7. Most existing depression rating scales currently used for older adults, like the CES-D, contain such statements that may lead to problems of interpretation.¹¹⁶ For example, statements about suicidal intent, whether life is worth living, or whether one is hopeful about the future have different meanings in those at the end of their lifespan. These problems of unique interpretation can probably be dealt with adequately if an experienced interviewer administers the depression scale, and the scale is designed to elicit more open-ended responses from the patient in an atmosphere fostering good relationships. However, in designing a self-rating depression scale older adults, these issues need to be adequately addressed in the scale’s initial development. Despite its ubiquity, depression has been difficult to define and often means different things to different people.¹

8. Most existing depression rating scales currently used for older adults did not differentiate unipolar depressive from bipolar disorder symptoms, given the high degree of symptom overlap. The issue of under-recognized features indicative of bipolar disorder among patients with ostensibly unipolar depression is of high clinical importance but is controversial.²⁶⁷ According to some authors,^268,269 approximately one-quarter of depressive patients recalled no manic or hypomanic episodes previously experienced, thus were misdiagnosed as the unipolar depression in primary care practices. Such potential misdiagnosis has important consequences for care because such patients are at increased risk for suicide, and, given treatment approaches for unipolar and bipolar disorder differ substantially, their condition might deteriorate or become treatment refractory,²⁷⁰ if bipolar symptoms are not managed appropriately. Timely recognition of bipolar disorder by primary care physicians via self-report measures could provide long-lasting benefits for the patient even because treatment approaches for unipolar and bipolar disorder differ substantially.²⁶⁷

Conclusion

The need for scientifically sound, but practical clinical tools is relevant for clinical assessment, intervention, and research of late-life depression. Here, several measurement issues related to assessment of depression have been examined in the Introduction.
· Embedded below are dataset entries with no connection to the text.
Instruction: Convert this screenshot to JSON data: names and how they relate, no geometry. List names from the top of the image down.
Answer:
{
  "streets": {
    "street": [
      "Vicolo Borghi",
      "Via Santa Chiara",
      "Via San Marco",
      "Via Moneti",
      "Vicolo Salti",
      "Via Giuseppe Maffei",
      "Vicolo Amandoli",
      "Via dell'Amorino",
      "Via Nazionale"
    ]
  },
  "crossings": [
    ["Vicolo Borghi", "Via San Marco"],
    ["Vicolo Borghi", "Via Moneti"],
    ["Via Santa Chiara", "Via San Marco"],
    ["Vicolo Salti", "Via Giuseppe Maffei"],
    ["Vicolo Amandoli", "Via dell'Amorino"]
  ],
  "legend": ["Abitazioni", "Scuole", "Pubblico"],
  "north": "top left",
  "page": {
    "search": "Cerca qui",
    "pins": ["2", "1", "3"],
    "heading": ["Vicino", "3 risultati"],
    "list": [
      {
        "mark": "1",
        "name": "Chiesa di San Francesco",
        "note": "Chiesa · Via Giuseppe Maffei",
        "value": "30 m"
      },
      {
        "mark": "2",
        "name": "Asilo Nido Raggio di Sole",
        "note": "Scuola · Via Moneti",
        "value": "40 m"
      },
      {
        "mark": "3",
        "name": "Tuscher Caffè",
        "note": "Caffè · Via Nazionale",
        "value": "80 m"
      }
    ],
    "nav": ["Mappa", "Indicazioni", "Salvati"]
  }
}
Summing up, the use of depression self-report measures in older adults varies with their cognitive status. In cognitively intact or mildly impaired patients older than 65 years, the GDS or GDS short are currently the preferred instruments because the psychometric functioning of the BDI-II and CES-D are mixed in this population.²⁶² In cognitively impaired patients, interviewer-administered instruments should be preferred.⁵⁹

The use of depression self-report measures in older adults also varies with their clinical presentation. Depressed older adults may also present with unexplained somatic symptoms and may deny low mood or loss of pleasure. Consequently, clinical judgment may be more helpful than screening measures.⁵⁹

Disclosure

The authors report no conflicts of interest in this work.